A unidade do poema
A unidade do poema

GOLDSTEIN, N. Versos, Sons e Ritmos. 8ª ed. Editora Ática. Série Princípios. São Paulo, 1994 . 80 páginas.

Cap.1 A unidade do poema

 

Um discurso específico

Como toda obra de arte, o poema tem uma unidade, fruto de características que lhe são próprias. Ao analisar um poema, é possível isolar alguns de seus aspectos, num procedimento didático, artificial e provisório. Nunca se pode perder de vista a unidade do texto a ser recuperada no momento da interpretação, quando o poema terá a sua unidade orgânica restabelecida.

Nos textos comuns, não literários, o autor seleciona e combina as palavras geralmente pela sua significação.Na elaboração do texto literário, ocorre uma outra operação, tão importante quanto a primeira:a seleção e a combinação das palavras se fazem muitas vezes por parentesco sonoro. Por isso se diz que o discurso literário é um discurso específico, em que a seleção e a combinação das palavras, se fazem não apenas pela significação, mas também por outros critérios, um dos quais,o sonoro. Como resultado, o texto literário adquire certo grau de tensão ou ambiguidade, produzindo mais de um sentido. Daí a plurissignificação do texto literário.

Não há receitas

Cabe ao leitor ler, reler, analisar e interpretar. Ao analisar, é mais simples começar pelos aspectos palpáveis do poema, aqueles que saltam os olhos _ ou aos ouvidos. A seguir , é preciso estabelecer relações entre os diversos aspectos do texto para tentar interpretá-lo.

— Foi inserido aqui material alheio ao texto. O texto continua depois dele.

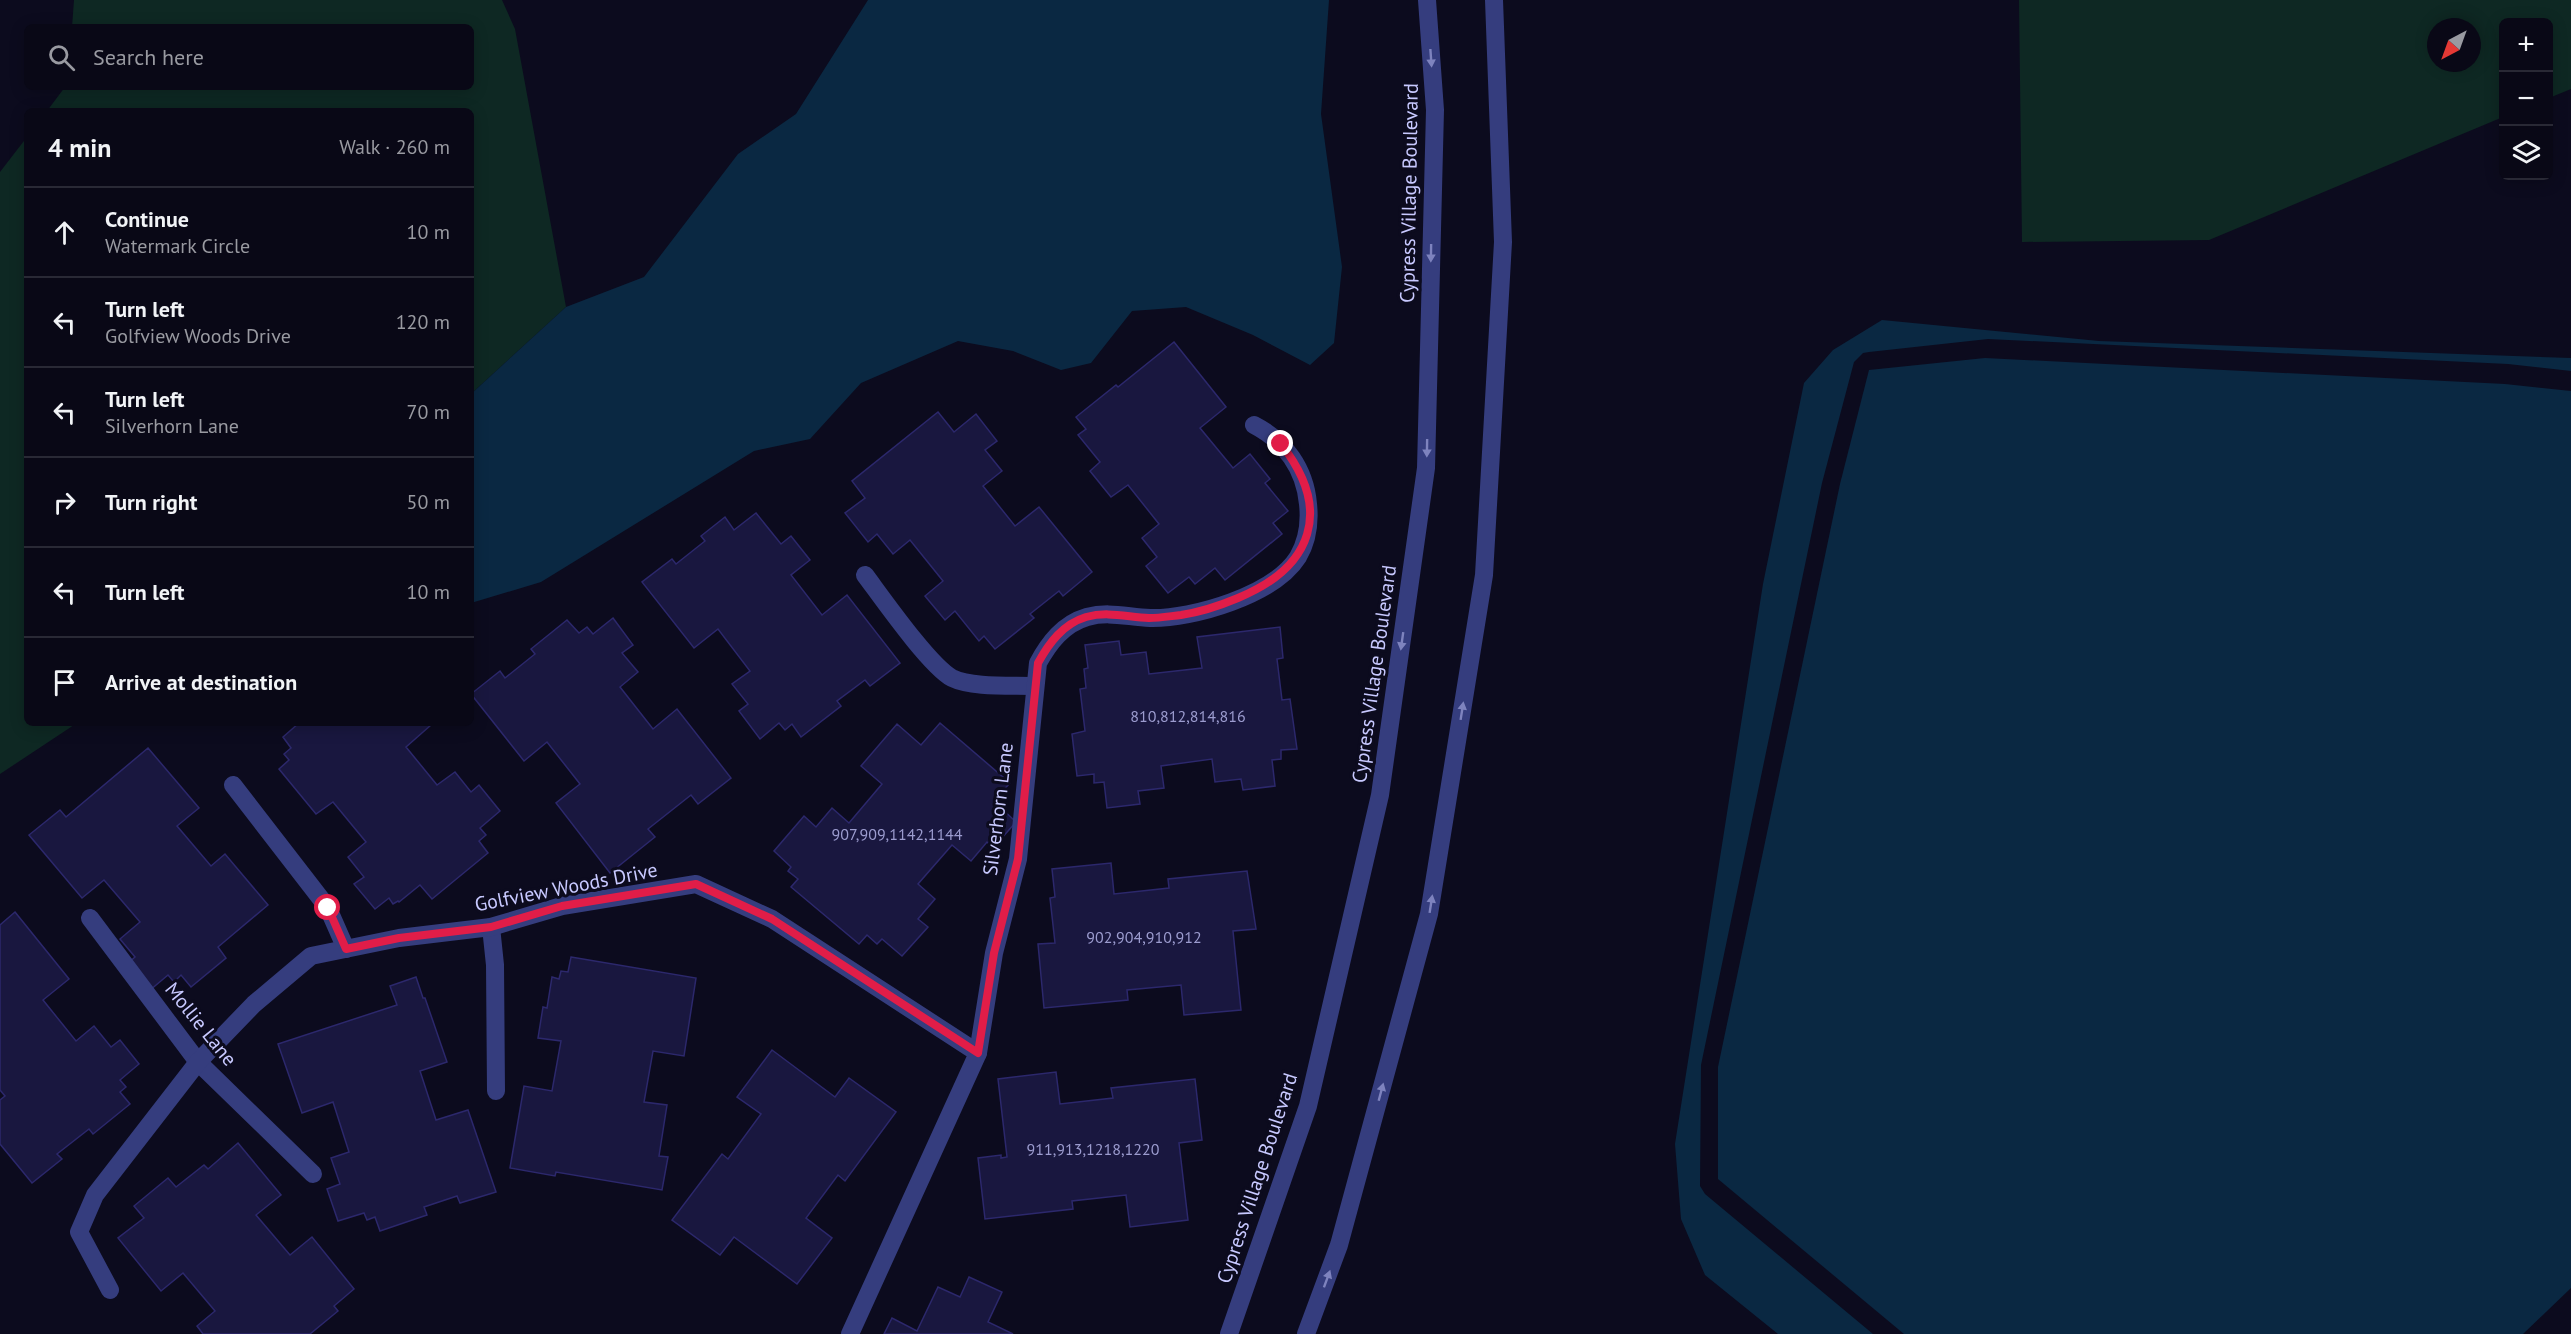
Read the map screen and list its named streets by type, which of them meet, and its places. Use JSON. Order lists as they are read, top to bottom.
{
  "streets": {
    "street": [
      "Cypress Village Boulevard",
      "Silverhorn Lane",
      "Golfview Woods Drive",
      "Mollie Lane"
    ]
  },
  "crossings": [
    ["Silverhorn Lane", "Golfview Woods Drive"],
    ["Golfview Woods Drive", "Mollie Lane"]
  ],
  "house_numbers": [
    "810,812,814,816",
    "907,909,1142,1144",
    "902,904,910,912",
    "911,913,1218,1220"
  ],
  "north": "bottom left",
  "page": {
    "map_buttons": ["+", "−"],
    "search": "Search here",
    "heading": ["4 min", "Walk · 260 m"],
    "list": [
      ["Continue", "Watermark Circle", "10 m"],
      ["Turn left", "Golfview Woods Drive", "120 m"],
      ["Turn left", "Silverhorn Lane", "70 m"],
      ["Turn right", "50 m"],
      ["Turn left", "10 m"],
      "Arrive at destination"
    ]
  }
}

Não há "receitas" para analisar e interpretar textos, nem isto seria possível, dado o caráter particular e específico de cada criação de arte. O próprio texto deve sugerir ao estudioso quais as linhas de seu trabalho. Mas, de certo modo, é possível pensar-se em "técnicas" de análise que seriam uma espécie de auxiliar para o trabalho com o texto. 

Esta obra pretende contribuir parcialmente nesse sentido, tratando da análise do aspecto formal e rítmico do poema. Dado o primeiro passo_ a análise rítmica_,será preciso que o leitor prossiga, estabelecendo relações entre o aspecto rítmico e os demais aspectos do poema: vocabulário, categorias gramaticais predominantes, organização sintática, figuras. Ele deverá tentar perceber como se processou não só a escolha ou seleção de palavras, mas também a combinação que aproximou certas palavras umas das outras, visando ao efeito poético.

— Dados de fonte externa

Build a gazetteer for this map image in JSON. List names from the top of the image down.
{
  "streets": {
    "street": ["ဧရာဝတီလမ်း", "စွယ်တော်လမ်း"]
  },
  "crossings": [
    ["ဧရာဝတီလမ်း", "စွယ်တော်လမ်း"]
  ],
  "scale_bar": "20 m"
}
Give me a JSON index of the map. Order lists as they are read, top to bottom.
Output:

A interpretação dificilmente será a palavra final se for feita por uma só pessoa. O texto literário talvez seja aquele que mais se aproxima do sentido etimológico da palavra "texto": entrelaçamento, tecido. Como "tecido de palavras", o poema pode sugerir múltiplos sentidos, dependendo de como se perceba o entrelaçamento dos fios que o organizam. Ou seja: geralmente, ele permite mais de uma interpretação. Dada a plurissignificação inerente ao poema, a soma das várias interpretações seria o ideal.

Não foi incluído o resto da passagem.